Their artistic creations – a celebration of the nobility of the human spirit in adversity – are the focus of a new exhibit, “The Art of Gaman,” opening Jan. 30, 2015, and on view through Sept. 20, 2015, at Holocaust Museum Houston’s Morgan Family Center, 5401 Caroline St. in Houston’s Museum District.  HMH members are invited to a free preview reception from 6 p.m. to 8 p.m. on Thursday, Jan. 29, 2015. To renew a membership or to join and attend, visit www.hmh.org, e-mail membership@hmh.org or call 713-527-1640.

Following the preview, there will be a private reception with special guests for Art Circle members. Art Circle at Holocaust Museum Houston is a group created to connect HMH members and the Houston community with artists and collectors engaged in social, political and/or human rights issues. Funds raised by Art Circle membership supports the art exhibition program at the Museum. To join Art Circle and attend the reception following this event, please contact Marci Dallas at mdallas@hmh.org.

“The Art of Gaman” showcases more than 120 artifacts made by Japanese Americans while incarcerated in camps during World War II. It explores the creativity and ingenuity of these internees, as well as the Japanese concept of gaman, "to endure the seemingly unbearable with patience and dignity."

Struggling to form communities within the camps, the internees fashioned furniture from scrap lumber, wove baskets from unravelled twine and made corsages from shells dug up from an ancient seabed.

Works on display range from tools, decorative objects, woodcarvings, paintings, furniture, toys and more and are presented with historical context through photographs, documents and films.

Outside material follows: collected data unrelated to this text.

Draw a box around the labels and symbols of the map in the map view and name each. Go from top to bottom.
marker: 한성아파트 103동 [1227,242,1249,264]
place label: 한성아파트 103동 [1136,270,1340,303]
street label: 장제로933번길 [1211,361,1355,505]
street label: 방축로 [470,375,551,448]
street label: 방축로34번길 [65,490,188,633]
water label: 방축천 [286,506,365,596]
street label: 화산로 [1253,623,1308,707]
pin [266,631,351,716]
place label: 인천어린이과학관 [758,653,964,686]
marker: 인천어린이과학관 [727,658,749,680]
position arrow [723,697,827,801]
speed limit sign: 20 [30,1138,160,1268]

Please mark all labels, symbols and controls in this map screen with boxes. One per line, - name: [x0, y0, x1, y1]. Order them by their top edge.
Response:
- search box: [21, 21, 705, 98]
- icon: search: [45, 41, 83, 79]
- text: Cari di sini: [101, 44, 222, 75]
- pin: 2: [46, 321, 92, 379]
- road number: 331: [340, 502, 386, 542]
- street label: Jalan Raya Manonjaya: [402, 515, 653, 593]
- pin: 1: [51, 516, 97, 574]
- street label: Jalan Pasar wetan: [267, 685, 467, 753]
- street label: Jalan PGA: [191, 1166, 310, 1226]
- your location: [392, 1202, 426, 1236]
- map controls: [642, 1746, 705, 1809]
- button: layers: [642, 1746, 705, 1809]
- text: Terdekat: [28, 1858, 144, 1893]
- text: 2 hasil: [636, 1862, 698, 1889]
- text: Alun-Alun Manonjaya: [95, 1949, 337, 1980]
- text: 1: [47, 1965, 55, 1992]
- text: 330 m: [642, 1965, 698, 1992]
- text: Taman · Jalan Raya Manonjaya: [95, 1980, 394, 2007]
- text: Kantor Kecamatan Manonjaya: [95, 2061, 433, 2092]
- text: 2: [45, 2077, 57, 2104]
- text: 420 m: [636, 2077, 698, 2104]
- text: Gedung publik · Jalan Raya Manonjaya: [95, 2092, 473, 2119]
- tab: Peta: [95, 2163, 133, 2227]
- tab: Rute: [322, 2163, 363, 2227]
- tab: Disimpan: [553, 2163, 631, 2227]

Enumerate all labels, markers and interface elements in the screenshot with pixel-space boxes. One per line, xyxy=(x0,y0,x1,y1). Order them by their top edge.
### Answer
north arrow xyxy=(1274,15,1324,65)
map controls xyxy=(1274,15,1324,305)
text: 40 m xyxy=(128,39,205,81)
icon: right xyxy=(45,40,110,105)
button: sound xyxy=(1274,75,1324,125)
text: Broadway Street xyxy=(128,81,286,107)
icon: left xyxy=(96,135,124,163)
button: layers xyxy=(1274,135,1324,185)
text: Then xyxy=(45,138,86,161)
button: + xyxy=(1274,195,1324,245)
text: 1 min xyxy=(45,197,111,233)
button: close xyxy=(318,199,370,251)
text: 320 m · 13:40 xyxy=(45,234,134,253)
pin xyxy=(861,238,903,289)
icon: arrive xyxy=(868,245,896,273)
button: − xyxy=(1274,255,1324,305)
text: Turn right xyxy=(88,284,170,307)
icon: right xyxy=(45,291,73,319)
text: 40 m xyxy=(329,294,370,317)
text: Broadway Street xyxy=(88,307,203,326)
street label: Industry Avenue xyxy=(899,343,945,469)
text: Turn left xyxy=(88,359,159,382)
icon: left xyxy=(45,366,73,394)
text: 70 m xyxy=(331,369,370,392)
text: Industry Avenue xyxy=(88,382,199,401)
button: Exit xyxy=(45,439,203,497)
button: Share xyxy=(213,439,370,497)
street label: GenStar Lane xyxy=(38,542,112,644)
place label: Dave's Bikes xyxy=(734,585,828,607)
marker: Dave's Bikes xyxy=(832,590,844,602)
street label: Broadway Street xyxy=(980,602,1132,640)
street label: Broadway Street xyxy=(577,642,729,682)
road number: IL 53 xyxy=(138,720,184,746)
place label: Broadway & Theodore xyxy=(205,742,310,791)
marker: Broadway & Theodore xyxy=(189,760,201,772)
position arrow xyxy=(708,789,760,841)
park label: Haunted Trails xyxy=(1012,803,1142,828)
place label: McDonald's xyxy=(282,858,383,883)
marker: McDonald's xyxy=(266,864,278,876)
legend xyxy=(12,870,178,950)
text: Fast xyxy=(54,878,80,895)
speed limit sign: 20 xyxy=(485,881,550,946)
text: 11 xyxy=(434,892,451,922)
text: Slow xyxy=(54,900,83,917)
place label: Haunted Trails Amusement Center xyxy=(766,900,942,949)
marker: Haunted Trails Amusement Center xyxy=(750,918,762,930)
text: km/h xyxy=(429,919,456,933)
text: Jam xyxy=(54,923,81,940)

Most of the objects on view are on loan from former internees or their families. A dark, yet important chapter in American history, “The Art of Gaman” is a moving display of perseverance, resourcefulness, and the power of the human spirit.

“The Art of Gaman” is organized by curator Delphine Hirasuna, with advisory support Smithsonian American Art and the  Japanese American Citizens League.

“The Art of Gaman" is presented locally with special thanks to Bank of Texas, Art Circle at Holocaust Museum Houston, Donna Cole, Next Door Painting, Valspar Corporation, Houston Pecan Company, Three Brothers Bakery and United Airlines, the official airline of Holocaust Museum Houston. KPRC Local 2 is serving as media sponsor for the exhibition.

Holocaust Museum Houston is dedicated to educating people about the Holocaust, remembering the 6 million Jews and other innocent victims and honoring the survivors' legacy. Using the lessons of the Holocaust and other genocides, the Museum teaches the dangers of hatred, prejudice and apathy.

Holocaust Museum Houston’s Morgan Family Center is located in Houston’s Museum District at 5401 Caroline St., Houston, TX 77004. For more information about the Museum, call 713-942-8000 or visit www.hmh.org.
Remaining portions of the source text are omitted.